1980 übersiedelte er in die Bundesrepublik, nachdem er bereits
vorher bei den Behörden einen spektakulären zweijährigen
„Westurlaub“ durchgesetzt hatte. Mit „Zwischen
Welten“ stellt Gidon Kremer sein drittes Buch vor.
Gidon Kremer: Zwischen Welten,
Piper, 384 Seiten, 24,90 €, ISBN 3-492-04459-X
„Zwischen Welten“ umfasst Kremers Moskauer Studienjahre
bis zum Ende der sowjetischen Karriere. In seiner Offenheit erinnert
es an die frühen Erinnerungen der „Kindheitssplitter“,
jedoch schreibt Kremer hier ungleich dichter. Die künstlerische
Entwicklung des jungen Letten aus baltisch-deutscher Familie trifft
auf den Hintergrund der 60er und zunehmend verkarsteten 70er der
Sowjetunion. Im Privatleben ist, entgegen allen staatlichen Drohgebärden,
kommunistischer Patriotismus längst nicht mehr alltäglich,
die neue Generation von Zweiflern wächst heran. Aber nach wie
vor ist hinterfragen gefährlich und nur im engsten Kreis möglich.

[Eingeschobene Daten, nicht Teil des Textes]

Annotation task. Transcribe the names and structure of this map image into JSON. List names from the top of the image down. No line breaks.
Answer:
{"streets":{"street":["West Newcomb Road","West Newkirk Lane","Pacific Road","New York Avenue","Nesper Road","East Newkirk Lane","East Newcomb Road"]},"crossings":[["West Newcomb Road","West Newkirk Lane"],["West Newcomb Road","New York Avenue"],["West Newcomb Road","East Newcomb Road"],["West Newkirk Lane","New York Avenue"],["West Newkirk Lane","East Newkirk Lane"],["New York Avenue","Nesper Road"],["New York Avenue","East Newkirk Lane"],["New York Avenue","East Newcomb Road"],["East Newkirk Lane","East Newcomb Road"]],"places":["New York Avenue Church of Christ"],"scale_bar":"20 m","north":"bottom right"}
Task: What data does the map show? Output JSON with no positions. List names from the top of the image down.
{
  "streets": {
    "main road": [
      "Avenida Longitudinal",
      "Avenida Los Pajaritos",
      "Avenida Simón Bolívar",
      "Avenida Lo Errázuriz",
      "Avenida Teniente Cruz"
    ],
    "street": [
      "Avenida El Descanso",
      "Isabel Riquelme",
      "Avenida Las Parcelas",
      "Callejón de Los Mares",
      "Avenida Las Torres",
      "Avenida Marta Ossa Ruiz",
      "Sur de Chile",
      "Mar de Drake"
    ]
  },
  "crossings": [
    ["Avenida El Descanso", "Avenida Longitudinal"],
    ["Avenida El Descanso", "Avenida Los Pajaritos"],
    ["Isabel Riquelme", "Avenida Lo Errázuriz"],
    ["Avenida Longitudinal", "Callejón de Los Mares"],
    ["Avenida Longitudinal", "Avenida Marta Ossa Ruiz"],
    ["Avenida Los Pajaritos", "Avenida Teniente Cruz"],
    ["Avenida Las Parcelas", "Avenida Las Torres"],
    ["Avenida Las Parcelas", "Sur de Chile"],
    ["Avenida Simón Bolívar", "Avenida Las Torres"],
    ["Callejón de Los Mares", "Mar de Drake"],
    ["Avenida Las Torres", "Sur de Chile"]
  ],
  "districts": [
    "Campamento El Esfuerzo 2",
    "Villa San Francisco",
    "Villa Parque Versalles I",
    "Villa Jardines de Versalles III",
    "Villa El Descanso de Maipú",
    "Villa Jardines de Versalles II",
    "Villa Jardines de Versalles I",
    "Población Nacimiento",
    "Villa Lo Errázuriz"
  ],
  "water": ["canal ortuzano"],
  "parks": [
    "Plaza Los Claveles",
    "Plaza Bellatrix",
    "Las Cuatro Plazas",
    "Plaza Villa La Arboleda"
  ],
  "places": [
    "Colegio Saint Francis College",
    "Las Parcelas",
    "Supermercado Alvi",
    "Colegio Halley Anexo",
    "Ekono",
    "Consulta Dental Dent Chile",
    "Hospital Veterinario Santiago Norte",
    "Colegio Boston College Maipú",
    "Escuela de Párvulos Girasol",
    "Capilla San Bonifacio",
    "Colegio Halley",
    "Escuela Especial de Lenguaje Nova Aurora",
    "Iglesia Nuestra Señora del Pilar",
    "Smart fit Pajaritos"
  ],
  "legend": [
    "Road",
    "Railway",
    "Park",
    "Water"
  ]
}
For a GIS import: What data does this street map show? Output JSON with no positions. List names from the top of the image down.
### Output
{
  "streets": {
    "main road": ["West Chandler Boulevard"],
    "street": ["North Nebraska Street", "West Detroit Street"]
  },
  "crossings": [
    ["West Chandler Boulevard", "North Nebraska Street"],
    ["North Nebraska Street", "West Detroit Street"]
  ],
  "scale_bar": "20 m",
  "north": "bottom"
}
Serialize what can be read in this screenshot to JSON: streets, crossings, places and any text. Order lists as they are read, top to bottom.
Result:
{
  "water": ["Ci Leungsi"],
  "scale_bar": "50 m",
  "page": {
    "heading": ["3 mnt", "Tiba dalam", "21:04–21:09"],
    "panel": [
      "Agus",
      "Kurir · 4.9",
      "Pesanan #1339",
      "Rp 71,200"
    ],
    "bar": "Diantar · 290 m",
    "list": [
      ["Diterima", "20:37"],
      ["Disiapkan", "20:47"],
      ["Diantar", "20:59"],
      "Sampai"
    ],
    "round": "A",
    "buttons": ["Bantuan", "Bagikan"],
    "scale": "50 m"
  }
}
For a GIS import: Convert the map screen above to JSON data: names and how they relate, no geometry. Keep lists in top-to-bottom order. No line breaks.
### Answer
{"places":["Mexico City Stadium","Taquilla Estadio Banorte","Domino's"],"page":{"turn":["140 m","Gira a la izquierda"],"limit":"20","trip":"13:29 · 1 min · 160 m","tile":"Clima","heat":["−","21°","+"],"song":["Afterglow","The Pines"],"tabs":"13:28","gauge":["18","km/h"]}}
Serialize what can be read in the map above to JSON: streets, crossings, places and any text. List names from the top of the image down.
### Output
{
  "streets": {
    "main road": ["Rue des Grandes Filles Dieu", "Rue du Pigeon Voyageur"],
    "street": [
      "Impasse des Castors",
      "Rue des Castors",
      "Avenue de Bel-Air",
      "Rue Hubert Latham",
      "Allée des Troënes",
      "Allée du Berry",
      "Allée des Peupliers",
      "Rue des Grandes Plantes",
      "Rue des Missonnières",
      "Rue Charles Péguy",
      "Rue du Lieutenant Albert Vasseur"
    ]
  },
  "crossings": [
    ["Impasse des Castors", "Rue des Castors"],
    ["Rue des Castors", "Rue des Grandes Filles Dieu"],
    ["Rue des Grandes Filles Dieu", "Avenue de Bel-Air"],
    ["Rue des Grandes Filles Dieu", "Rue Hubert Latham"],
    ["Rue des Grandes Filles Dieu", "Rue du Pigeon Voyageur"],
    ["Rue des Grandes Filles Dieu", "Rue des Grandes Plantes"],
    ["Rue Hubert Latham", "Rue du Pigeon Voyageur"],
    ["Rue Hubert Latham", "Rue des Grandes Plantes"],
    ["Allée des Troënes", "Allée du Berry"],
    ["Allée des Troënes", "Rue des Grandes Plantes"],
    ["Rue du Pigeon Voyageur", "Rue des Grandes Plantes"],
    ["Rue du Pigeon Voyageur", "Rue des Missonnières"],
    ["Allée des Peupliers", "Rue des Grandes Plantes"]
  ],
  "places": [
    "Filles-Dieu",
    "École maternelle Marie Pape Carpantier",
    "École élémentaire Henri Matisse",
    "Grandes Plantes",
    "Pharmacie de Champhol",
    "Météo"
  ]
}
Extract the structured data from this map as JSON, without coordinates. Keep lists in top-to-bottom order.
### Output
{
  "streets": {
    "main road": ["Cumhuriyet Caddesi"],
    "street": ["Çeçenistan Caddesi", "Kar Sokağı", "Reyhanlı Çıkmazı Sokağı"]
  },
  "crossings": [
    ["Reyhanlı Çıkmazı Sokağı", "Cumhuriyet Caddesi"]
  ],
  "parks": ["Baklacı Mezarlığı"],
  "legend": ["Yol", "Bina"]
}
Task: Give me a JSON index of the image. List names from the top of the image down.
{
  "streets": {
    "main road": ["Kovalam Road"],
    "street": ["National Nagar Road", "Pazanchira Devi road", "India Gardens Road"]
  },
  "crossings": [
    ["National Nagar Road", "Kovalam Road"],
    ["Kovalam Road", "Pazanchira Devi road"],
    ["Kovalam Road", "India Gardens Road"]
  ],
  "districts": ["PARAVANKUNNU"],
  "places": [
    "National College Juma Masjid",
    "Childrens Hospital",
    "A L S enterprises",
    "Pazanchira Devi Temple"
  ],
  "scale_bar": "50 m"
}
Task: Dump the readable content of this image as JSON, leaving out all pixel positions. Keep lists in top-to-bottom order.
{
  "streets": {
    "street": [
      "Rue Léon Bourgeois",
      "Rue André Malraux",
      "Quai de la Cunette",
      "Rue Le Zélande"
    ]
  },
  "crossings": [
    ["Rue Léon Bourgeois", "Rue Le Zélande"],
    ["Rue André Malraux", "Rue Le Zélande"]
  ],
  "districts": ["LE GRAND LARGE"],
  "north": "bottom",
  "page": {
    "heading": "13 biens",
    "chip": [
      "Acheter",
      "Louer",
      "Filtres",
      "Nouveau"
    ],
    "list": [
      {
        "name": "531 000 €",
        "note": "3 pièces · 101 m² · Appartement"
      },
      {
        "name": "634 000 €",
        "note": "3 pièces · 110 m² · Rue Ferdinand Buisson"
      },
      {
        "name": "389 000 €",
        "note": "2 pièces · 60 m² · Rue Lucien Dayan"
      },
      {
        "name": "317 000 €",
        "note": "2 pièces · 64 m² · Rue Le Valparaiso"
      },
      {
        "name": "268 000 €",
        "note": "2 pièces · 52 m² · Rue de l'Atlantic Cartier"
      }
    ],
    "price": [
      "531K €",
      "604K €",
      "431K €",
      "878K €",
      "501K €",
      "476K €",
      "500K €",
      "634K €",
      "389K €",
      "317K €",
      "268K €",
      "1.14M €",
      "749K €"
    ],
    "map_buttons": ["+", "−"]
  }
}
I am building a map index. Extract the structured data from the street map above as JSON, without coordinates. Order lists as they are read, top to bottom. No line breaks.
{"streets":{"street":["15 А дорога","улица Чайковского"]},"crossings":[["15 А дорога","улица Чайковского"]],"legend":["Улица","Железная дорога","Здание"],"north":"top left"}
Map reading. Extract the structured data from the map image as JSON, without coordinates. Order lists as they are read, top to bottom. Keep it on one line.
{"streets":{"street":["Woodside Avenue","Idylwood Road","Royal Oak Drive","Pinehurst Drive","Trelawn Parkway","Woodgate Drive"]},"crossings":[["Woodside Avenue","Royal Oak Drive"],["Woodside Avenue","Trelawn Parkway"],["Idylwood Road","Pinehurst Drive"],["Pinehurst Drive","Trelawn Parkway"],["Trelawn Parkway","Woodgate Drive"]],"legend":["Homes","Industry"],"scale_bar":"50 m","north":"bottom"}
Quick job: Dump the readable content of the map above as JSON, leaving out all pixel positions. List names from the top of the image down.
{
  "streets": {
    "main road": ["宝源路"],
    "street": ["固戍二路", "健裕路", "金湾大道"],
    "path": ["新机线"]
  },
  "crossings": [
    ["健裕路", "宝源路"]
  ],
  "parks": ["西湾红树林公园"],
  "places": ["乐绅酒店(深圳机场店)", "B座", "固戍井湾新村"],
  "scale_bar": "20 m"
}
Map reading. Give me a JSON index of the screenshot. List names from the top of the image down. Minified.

Diese Jahrzehnte legen einen wichtigen Grundstein für den politischen
Umbruch 1989. Kremer entwickelt ein lebendiges und vielschichtiges
Bild des Daseins als „Musicus sowjeticus“.
Aufmerksam beobachtet der Autor die Entwicklung und Reife seiner
künstlerischen Persönlichkeit aus der Retrospektive. Behutsam,
jedoch nicht kritiklos kommt er seinem jungen Ich näher. Gidon
Kremer ist künstlerisch unnachgiebig, risiko- und experimentierfreudig.
Und er hat das Glück, in David Oistrach nicht nur einen Virtuosen
von Weltrang als Mentor gewonnen zu haben, sondern auch einen ermutigenden
Freund von ungewöhnlicher menschlicher Größe.
Der empfindliche junge Wettbewerbssieger mausert sich zu einem
Profi. Die Konzertreisen durch Sibirien und asiatische Märchenstädte
härten nicht nur die Nerven ab. Zunehmend gestaltet der Geiger
seine Programme nach eigener Dramaturgie. Übergeht auch hier
Normen der staatlichen Kulturpolitik, macht Erfahrungen, gewinnt
Einsichten und Feinde. Aber auch Freunde für’s Leben:
als Alfred Schnittke einmal im selben Hotel logiert, macht Kremer
sich ein Geschenk und klopft an Schnittkes Tür. Sofia Gubaidulina,
Gija Kantscheli, Arvo Pärt unter anderem sind bis heute künstlerische
Partner.
Die Arbeitsintensität unter ideologischem Druck ergibt ein
Konglomerat aus Kraft, Verzweiflung und Heiterkeit. Bittere Heiterkeit
oft, weil vieles so lächerlich ist. Dabei sieht der Musiker
die kalte Realität des Systems sehr klar und findet eine zutreffende
Beurteilung: „Kafka und Orwell, die Visionäre aller möglichen
Unmöglichkeiten, sind eigentlich die bedeutendsten Vertreter
des ‚sozialistischen Realismus‘... Hier triste Abgeschiedenheit,
da Galavorstellungen in der Hauptstadt, hier geschätzt, da
angezweifelt: All das gehörte damals zu meinem Lebensalltag.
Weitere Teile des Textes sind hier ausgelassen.